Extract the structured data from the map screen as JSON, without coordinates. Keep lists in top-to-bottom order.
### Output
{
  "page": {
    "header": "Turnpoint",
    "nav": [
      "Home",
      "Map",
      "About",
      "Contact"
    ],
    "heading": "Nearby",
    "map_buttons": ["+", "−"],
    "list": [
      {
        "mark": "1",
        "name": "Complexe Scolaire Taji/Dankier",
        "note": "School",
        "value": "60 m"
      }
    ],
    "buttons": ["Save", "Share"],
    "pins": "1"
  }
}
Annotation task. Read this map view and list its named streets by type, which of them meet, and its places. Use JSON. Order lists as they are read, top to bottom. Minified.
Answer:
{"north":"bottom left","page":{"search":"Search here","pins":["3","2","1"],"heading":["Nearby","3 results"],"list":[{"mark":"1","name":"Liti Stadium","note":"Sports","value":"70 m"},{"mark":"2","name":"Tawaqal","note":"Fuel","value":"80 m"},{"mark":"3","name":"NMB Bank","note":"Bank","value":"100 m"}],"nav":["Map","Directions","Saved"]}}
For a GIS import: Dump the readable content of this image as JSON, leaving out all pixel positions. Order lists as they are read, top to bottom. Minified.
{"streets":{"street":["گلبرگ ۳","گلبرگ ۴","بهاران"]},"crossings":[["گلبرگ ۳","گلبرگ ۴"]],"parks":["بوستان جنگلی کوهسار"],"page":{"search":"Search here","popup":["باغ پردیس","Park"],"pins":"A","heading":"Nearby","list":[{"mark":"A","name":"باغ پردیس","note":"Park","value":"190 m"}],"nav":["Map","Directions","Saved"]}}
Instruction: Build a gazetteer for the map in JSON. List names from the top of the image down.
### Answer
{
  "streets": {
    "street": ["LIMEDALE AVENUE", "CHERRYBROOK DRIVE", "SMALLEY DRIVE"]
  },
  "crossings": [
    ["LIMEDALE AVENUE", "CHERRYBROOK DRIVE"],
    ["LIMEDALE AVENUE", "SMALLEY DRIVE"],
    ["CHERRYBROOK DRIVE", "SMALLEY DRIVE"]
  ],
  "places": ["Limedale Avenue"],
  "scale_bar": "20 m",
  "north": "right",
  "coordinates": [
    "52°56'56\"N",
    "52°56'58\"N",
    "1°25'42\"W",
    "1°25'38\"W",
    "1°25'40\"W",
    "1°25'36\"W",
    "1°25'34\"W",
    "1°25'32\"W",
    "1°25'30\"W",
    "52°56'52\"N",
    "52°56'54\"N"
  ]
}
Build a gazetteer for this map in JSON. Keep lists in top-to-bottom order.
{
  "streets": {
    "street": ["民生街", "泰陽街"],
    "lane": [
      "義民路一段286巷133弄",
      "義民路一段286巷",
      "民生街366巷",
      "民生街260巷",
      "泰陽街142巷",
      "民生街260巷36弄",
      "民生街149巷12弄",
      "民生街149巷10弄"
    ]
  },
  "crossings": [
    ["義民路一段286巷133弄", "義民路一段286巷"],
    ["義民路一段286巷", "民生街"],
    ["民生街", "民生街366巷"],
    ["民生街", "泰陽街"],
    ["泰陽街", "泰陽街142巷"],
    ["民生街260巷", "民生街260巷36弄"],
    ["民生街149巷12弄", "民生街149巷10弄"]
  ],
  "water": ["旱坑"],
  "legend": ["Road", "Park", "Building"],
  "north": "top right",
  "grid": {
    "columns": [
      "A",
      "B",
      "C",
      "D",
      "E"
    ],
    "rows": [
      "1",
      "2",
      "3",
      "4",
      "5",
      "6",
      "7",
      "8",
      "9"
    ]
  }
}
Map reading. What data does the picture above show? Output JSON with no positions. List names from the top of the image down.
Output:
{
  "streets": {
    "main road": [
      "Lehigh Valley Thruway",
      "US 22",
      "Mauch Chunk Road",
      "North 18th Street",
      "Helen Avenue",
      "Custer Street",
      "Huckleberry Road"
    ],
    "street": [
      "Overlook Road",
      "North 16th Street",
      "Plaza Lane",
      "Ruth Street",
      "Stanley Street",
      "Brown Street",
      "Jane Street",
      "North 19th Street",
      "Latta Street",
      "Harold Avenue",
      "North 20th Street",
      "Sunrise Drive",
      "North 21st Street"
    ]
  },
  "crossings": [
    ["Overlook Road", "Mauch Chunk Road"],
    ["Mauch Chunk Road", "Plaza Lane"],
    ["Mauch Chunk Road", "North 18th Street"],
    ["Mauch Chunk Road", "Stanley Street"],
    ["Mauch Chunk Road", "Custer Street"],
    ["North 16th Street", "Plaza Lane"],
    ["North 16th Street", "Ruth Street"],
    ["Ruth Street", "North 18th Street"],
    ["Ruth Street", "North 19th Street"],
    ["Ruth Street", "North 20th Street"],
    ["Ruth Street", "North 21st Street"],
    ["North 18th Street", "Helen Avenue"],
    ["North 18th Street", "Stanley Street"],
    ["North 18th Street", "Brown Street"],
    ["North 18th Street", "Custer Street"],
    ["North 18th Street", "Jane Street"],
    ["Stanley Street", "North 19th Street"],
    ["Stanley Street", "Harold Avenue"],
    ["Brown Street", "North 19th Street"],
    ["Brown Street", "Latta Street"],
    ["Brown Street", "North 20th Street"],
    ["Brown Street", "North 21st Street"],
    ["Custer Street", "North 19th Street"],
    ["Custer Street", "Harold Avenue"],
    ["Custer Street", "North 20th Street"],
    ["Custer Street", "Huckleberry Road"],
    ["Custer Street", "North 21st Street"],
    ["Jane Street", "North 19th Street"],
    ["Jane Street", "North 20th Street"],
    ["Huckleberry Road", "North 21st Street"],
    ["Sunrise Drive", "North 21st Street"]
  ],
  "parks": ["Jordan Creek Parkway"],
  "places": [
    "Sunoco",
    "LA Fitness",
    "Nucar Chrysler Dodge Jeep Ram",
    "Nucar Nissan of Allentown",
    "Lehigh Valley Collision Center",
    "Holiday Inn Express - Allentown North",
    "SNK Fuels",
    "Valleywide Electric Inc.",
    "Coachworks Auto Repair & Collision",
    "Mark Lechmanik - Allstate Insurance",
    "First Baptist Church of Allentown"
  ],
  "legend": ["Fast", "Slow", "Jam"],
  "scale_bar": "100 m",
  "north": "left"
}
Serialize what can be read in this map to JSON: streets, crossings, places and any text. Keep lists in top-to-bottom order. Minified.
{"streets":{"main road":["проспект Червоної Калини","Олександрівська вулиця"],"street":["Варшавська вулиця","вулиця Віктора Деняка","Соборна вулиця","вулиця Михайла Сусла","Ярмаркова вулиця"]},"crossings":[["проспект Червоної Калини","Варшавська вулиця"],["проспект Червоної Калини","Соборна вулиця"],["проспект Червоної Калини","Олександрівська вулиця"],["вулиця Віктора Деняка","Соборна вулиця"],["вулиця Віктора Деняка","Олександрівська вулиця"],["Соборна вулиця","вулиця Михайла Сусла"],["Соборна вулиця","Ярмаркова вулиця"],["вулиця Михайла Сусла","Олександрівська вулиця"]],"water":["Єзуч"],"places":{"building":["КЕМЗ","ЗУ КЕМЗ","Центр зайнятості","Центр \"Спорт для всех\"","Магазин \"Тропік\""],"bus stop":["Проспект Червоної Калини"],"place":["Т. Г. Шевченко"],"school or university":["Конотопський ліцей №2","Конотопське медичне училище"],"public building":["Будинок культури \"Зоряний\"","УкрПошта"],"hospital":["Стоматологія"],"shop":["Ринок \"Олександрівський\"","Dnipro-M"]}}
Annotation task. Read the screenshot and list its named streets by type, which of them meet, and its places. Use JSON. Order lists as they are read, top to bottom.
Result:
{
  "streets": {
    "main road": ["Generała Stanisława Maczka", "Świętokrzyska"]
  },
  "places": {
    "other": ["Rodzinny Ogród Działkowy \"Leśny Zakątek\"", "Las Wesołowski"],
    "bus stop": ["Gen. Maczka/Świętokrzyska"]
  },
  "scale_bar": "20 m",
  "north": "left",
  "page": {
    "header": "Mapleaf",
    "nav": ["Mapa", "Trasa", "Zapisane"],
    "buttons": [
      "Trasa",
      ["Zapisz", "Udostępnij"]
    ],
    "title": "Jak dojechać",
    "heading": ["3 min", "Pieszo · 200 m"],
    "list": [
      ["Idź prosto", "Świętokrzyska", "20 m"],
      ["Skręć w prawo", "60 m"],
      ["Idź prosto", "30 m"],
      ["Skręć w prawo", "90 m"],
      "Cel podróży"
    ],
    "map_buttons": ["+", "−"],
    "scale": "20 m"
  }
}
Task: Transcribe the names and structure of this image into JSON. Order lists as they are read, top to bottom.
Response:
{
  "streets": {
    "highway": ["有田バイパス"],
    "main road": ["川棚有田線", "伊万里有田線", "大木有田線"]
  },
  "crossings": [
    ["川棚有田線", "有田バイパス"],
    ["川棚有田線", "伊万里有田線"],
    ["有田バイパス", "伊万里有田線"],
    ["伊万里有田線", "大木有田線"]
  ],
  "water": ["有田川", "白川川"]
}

Prompt
What lines of the listing contain the word "type"? Copy them all.

Task result
Annotation task. Read this map view and list its named streets by type, which of them meet, and its places. Use JSON. Order lists as they are read, top to bottom. Minified.
Annotation task. Read the screenshot and list its named streets by type, which of them meet, and its places. Use JSON. Order lists as they are read, top to bottom.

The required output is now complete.